Seotopia: The More You Know

Friday, January 14, 2005

When Will God Strike Down Tom DeLay?

Aaah the sensitivity of our legislators. Cheryl recently informed me how Mr. DeLay stood up during something or other and recited a Bible passage about sinful people all being overcome by water. At a more recent time, he informed us that good Christians build their houses on rocks and not by beaches.

Funny, I never knew that being a good Christian rested on whether or not you are an architect. So I guess we should tell our 50th state to evacuate or they're all heathens? (Which they probably are since the majority are tanned folk!) And you little fools in Asia deserved the tsunami! I hope another one's coming at you!!

So to Mr. DeLay, I say--obviously, you've never lived by the beach.

P.S. What about the floods that ruin towns and kill people all along the Mississippi? What about the hurricanes that ruin all of Florida? What about the tornadoes that strike the midwest?

2 Universal Truths About The Sexes

You can't trust a girl who has no girl friends.

You can't date a guy who has no guy friends. (You can technically, but one day he is going to come out of the closet.)

Monday, January 10, 2005

Sucker No More

Well maybe just one more time...

Season 3 of The Bachelorette. The usual suspects of tools, forced sincerity, and kiss on the cheek etiquette. But that's not why I'm watching it this season. One word...basketball!! Yes, watching guys playing sports is seeing guys in their most perfect state. There are some major hotties in this season. Mainly hot blond art gallery director from LA (I'm talking Michael Vartan hot) and hot 25 year old real estate investor from Oklahoma City, Oklahoma with wonderful dark brunette hair who reminds me of David from Real World Seattle and some guy from Cornell whose name I can't remember. AND we get to watch them in all their high flying sweaty bravado without their shirts on! I'm getting out my champagne flutes to toast TV producers brilliance in exploitation. I love you guys! Thanks for finally giving us what we want (and extra kudos to VH1's new pop culture adult ADD producers).
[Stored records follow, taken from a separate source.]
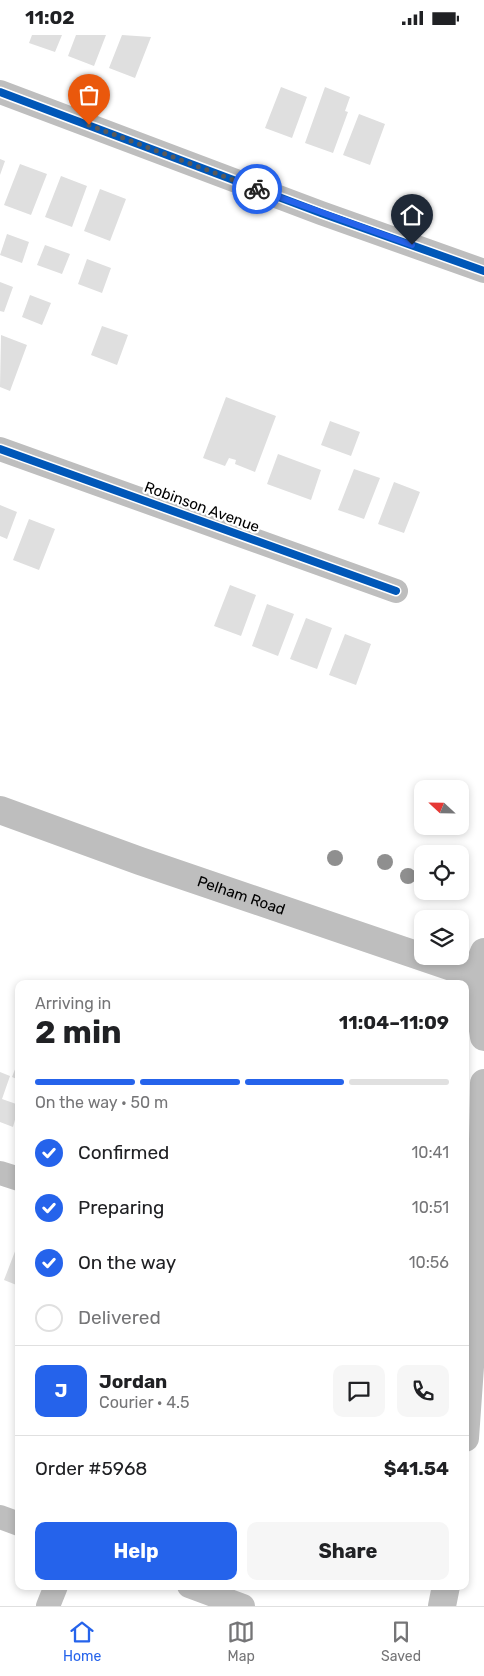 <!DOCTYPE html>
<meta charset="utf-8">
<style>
:root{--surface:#fff;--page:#f6f6f6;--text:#202124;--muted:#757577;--line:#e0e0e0;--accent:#2563eb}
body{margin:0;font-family:Rubik,sans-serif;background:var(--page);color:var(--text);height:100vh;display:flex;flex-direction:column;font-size:19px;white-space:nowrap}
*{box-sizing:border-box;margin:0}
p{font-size:16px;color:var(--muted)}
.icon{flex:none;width:28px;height:28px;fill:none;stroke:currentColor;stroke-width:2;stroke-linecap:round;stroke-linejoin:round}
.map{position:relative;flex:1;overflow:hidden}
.panel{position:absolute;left:15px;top:945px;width:454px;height:610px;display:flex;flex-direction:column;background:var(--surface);border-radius:10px;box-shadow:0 2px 8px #0003}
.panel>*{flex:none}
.needle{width:32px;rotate:292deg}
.controls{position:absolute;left:414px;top:745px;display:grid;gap:10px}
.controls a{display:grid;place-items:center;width:55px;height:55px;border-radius:10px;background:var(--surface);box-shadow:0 2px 8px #0003;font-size:25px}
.pin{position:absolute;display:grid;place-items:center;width:42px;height:42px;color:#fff;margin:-51px -21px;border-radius:50% 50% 50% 0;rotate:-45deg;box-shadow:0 0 5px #0007}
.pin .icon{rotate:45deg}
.courier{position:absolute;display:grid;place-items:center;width:50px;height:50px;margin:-25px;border:4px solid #2563eb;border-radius:50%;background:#fff;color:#222;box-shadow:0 1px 6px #0007}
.overview em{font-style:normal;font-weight:700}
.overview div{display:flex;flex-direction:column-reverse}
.overview{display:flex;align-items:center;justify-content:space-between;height:85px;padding:0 20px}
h1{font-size:32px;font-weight:700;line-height:38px}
.bar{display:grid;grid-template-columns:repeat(4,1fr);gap:8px 5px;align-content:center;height:60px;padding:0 20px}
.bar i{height:6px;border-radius:4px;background:var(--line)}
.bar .active{background:var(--accent)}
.bar p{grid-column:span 4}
.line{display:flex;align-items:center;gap:12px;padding:0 20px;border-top:1px solid var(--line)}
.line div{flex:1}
.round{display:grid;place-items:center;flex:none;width:52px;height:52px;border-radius:10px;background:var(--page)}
ol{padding:0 20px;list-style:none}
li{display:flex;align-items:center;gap:15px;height:55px}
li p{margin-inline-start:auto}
li .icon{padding:5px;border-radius:50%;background:var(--accent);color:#fff;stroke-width:4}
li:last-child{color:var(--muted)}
li i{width:28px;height:28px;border:2px solid var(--line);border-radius:50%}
.button{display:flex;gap:10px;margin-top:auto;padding:10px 20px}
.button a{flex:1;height:58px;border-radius:10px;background:var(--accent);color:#fff;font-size:20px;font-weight:700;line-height:58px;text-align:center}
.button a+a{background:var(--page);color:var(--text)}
.status{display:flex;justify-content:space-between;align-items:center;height:35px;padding:0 25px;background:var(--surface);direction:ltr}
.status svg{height:14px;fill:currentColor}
.tab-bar{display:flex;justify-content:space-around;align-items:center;height:70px;border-top:1px solid var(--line);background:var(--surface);font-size:14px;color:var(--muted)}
.tab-bar a{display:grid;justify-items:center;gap:2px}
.tab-bar .active{color:var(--accent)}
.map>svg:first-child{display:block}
.building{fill:#dfdfdf}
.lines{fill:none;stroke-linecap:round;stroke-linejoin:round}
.minor{stroke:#bebebe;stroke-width:24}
.major{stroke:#bebebe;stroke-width:28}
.highway{stroke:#bebebe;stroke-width:28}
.cycleway-casing{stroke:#fff;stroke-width:11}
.cycleway{stroke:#0057b8;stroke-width:8}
.tree{fill:#8f8f8f}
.done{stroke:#595959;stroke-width:5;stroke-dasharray:0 9}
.route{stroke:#2563eb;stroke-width:6}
.labels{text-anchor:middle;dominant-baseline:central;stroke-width:4.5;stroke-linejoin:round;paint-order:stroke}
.street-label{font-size:15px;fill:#000;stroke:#fff}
</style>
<div class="status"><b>11:02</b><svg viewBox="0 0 49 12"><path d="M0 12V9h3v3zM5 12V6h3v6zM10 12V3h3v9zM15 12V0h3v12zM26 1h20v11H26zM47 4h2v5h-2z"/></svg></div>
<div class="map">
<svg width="484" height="1571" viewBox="0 0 484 1571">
<rect width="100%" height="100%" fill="#fff"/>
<!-- building -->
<path class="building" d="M32 0H62L55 17 29 8Z
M76 0H106L94 31 68 21Z
M122 0 151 2 135 43 109 33Z
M281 52 307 62 292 103 265 93Z
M325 52 350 62 345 76 348 77 333 118 305 108Z
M359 79 385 89 370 130 343 120Z
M0 124 5 126 0 140Z
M20 129 47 139 31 180 4 170Z
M61 141 87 151 72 192 45 182Z
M100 154 126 164 110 206 84 196Z
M7 199 29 207 22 228 0 220Z
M45 210 70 219 62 239 37 230Z
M87 224 111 233 102 258 78 249Z
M0 247 13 252 4 277 0 276Z
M30 260 51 268 42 290 22 282Z
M102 291 128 300 117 330 91 320Z
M1 300 27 310 10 356 0 352Z
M226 362 276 381 255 437 235 429 236 425 229 423 225 431 203 423Z
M330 386 360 397 351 421 321 410Z
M278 419 321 435 311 465 267 449Z
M354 434 380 443 364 484 338 475Z
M394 447 420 457 404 498 378 489Z
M0 470 17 477 7 504 0 501Z
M29 484 55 494 39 535 13 525Z
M230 550 256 560 241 601 214 591Z
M267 569 294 579 278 621 252 611Z
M306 583 332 593 317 634 290 624Z
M345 599 371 609 356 650 329 640Z
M19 1024V1045L12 1042Z
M0 1037 10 1041 2 1064 19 1070 13 1092 0 1087Z
M19 1206V1251L4 1245Z"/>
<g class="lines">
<!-- minor -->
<path class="minor" d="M0 57 321 178 484 236
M0 414 396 556
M0 1138 19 1144
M0 1482 19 1489
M189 1551 243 1571
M48 1571 56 1551"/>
<!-- major -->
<path class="major" id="s1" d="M0 775 140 826 484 943"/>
<!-- highway -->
<path class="highway" d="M484 917 475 940 484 1002
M465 1403 482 1161 484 1048
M442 1571 446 1551"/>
<defs>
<path id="cycleway" d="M0 57 321 178 484 236
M0 414 396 556"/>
</defs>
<!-- cycleway casing -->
<use href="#cycleway" class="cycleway-casing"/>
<!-- cycleway -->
<use href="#cycleway" class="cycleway"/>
</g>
<!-- trees -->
<g class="tree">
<circle cx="335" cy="823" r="8"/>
<circle cx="385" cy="827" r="8"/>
<circle cx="408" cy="841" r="8"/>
</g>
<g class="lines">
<!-- done -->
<path class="done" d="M89 90 257 154"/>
<!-- route -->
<path class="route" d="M257 154 412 210"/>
</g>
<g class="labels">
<!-- street labels -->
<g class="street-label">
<text transform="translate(202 472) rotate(20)">Robinson Avenue</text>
<text stroke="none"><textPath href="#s1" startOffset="256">Pelham Road</textPath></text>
</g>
</g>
</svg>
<div class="controls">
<a><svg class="needle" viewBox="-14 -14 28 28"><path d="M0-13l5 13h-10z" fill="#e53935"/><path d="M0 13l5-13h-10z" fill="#757577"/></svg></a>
<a><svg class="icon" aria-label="locate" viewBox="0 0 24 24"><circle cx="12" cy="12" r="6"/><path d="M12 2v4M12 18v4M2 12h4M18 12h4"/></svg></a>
<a><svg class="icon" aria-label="layers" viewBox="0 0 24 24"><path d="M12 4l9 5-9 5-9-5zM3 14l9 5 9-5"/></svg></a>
</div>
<div class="pin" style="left:89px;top:90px;background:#ea580c"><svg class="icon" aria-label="bag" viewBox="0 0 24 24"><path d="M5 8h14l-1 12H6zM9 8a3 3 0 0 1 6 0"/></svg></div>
<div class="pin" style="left:412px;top:210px;background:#1f2937"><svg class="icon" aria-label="home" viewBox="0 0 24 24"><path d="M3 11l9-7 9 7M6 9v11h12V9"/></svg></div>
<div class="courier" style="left:257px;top:154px"><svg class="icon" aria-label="bike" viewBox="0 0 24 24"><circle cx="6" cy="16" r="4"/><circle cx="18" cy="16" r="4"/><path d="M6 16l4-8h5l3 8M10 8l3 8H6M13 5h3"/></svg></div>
<section class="panel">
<div class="overview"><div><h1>2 min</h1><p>Arriving in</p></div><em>11:04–11:09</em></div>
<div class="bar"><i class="active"></i><i class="active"></i><i class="active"></i><i></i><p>On the way · 50 m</p></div>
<ol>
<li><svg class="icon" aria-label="check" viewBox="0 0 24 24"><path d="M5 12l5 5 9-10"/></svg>Confirmed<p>10:41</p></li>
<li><svg class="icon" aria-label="check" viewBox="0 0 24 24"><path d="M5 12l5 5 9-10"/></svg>Preparing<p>10:51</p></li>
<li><svg class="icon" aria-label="check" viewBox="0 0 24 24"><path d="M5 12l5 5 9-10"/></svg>On the way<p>10:56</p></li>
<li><i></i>Delivered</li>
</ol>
<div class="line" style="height:90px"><b class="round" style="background:var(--accent);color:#fff">J</b><div><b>Jordan</b><p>Courier · 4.5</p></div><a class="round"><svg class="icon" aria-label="chat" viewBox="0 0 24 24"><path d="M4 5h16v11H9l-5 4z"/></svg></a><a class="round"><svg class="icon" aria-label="phone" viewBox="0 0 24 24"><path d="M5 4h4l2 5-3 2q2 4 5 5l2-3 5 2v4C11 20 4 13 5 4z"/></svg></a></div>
<div class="line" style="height:65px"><div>Order #5968</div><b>$41.54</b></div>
<div class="button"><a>Help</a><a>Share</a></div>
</section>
</div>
<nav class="tab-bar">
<a class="active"><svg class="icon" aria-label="home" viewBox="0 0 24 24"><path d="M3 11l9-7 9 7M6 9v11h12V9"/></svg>Home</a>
<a><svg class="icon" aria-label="map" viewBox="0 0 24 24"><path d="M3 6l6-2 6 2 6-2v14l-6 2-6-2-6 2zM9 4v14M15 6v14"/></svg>Map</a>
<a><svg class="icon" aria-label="saved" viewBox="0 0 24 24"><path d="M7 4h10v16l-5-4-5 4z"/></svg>Saved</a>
</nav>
Drool aside, one thing in the season preview stuck in my head. A snip showed the last episode when Jen holds out what looks like a female engagement ring, diamonds and all. Now, if she is supposed to propose to a guy, why would she propose with a diamond ring? Guys don't want a diamond ring, much less a girly one. The only thing I can think is that she tells the guy she's chosen him and then gives him the ring to propose to her? That's a bit confusing for the one dimensional world of reality love TV, though. Regardless, if I were proposing to a guy (and assuming I had a TV budget), I would have a Porsche with me, not a diamond ring. Dude, I'd rather have a Porsche than a diamond ring.